From the data that follows, copy every line with the string "road".

----------------------------------------

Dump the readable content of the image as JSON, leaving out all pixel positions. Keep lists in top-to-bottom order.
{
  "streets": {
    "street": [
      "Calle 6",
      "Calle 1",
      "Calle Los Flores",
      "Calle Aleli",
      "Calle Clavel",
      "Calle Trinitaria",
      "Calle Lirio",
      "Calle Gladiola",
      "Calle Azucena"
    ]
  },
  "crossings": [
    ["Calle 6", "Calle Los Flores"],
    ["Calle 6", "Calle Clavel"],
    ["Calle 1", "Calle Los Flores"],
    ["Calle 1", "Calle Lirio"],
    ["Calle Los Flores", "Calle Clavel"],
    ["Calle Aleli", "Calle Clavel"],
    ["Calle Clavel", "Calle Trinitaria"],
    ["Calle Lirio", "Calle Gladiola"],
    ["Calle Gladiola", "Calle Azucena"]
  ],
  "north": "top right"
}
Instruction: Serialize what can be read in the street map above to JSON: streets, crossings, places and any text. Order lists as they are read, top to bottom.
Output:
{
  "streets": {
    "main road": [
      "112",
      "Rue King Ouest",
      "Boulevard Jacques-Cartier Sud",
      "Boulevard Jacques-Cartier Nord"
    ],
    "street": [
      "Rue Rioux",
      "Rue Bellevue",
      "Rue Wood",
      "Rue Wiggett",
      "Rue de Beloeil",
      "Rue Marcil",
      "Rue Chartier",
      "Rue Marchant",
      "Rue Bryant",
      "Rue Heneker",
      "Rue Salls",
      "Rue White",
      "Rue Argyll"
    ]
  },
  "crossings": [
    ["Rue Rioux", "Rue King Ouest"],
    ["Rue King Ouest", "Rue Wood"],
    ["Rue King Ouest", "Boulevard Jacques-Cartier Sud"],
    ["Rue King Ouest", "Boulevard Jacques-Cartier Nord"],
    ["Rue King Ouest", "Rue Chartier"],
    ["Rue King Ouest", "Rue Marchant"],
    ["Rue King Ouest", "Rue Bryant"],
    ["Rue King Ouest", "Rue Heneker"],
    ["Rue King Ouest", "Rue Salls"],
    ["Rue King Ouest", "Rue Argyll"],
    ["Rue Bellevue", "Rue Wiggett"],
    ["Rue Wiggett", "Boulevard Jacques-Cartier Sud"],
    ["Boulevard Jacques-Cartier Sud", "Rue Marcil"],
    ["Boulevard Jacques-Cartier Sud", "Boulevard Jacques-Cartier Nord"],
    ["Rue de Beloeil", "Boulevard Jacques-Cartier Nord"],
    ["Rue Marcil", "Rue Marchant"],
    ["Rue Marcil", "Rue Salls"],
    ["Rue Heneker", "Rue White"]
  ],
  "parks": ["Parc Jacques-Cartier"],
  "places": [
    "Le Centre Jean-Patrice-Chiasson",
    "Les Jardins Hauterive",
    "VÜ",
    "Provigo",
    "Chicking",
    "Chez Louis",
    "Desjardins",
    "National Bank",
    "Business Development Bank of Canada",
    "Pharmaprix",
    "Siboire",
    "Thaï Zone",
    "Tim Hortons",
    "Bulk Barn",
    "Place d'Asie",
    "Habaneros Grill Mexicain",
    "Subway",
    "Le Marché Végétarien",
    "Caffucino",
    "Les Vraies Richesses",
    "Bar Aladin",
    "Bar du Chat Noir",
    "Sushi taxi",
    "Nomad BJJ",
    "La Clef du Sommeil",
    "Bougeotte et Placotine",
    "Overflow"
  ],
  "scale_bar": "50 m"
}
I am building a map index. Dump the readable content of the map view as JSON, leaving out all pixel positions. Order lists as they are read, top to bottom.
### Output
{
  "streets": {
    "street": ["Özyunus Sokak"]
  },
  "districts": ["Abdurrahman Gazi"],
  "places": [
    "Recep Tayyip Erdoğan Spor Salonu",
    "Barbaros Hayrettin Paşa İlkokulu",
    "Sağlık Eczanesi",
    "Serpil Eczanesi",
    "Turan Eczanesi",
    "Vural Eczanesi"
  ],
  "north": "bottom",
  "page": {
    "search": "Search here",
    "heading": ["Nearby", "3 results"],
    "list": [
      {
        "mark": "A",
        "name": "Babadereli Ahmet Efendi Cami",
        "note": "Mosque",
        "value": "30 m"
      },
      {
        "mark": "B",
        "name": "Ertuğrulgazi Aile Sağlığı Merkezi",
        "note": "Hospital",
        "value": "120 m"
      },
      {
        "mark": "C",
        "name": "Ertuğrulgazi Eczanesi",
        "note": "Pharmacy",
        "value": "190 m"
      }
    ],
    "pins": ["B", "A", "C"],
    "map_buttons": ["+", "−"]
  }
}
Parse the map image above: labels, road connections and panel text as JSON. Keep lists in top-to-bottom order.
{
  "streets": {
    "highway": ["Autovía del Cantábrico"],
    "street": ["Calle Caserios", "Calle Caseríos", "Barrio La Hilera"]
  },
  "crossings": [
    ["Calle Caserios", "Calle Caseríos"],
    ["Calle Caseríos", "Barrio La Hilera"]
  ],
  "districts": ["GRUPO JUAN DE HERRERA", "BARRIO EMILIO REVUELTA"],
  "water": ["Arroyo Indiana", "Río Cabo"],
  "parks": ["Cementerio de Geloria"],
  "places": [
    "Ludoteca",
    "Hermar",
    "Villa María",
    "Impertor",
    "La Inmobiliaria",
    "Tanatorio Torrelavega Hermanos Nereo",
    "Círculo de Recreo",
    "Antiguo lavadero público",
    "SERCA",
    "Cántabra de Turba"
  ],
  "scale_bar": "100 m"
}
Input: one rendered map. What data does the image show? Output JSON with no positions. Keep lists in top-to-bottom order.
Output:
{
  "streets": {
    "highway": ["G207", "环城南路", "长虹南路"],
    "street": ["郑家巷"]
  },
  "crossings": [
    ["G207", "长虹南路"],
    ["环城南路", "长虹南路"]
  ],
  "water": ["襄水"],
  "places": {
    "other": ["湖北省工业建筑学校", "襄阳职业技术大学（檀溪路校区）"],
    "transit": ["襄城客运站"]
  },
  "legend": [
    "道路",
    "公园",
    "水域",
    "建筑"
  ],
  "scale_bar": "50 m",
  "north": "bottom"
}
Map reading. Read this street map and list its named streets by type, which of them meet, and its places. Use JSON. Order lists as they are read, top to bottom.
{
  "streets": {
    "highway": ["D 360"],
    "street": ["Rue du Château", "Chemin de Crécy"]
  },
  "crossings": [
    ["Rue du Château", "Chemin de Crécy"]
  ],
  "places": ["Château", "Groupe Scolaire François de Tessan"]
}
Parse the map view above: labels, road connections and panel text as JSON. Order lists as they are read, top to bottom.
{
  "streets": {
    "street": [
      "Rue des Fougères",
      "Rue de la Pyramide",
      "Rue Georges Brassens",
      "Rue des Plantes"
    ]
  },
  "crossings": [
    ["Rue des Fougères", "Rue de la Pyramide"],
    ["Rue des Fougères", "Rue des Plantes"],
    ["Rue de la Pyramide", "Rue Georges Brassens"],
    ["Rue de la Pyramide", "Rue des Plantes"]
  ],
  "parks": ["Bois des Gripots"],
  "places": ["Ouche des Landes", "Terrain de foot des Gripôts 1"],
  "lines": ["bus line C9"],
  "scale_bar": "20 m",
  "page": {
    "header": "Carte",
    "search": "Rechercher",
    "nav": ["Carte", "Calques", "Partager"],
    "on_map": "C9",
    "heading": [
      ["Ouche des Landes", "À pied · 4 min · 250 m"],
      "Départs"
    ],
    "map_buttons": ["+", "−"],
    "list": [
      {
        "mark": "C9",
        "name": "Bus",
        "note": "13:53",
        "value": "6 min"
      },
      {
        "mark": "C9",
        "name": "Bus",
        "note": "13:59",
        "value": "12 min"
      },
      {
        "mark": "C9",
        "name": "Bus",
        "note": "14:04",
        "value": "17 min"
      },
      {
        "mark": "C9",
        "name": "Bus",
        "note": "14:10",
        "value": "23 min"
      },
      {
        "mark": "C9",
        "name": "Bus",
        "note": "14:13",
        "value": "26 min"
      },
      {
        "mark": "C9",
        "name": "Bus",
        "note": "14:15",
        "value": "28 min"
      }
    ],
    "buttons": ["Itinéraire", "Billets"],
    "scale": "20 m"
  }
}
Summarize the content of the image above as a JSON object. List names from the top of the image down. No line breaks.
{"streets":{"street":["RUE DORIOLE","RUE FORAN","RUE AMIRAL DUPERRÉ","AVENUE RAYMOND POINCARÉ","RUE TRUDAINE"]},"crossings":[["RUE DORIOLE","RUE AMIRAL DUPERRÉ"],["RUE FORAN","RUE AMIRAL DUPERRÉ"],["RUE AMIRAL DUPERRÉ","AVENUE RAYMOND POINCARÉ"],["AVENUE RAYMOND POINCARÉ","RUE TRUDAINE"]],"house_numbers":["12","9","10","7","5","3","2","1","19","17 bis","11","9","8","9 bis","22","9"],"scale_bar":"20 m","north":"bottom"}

----------------------------------------

**Finished exercise:**
    "main road": [
Parse the map image above: labels, road connections and panel text as JSON. Keep lists in top-to-bottom order.
Parse the map view above: labels, road connections and panel text as JSON. Order lists as they are read, top to bottom.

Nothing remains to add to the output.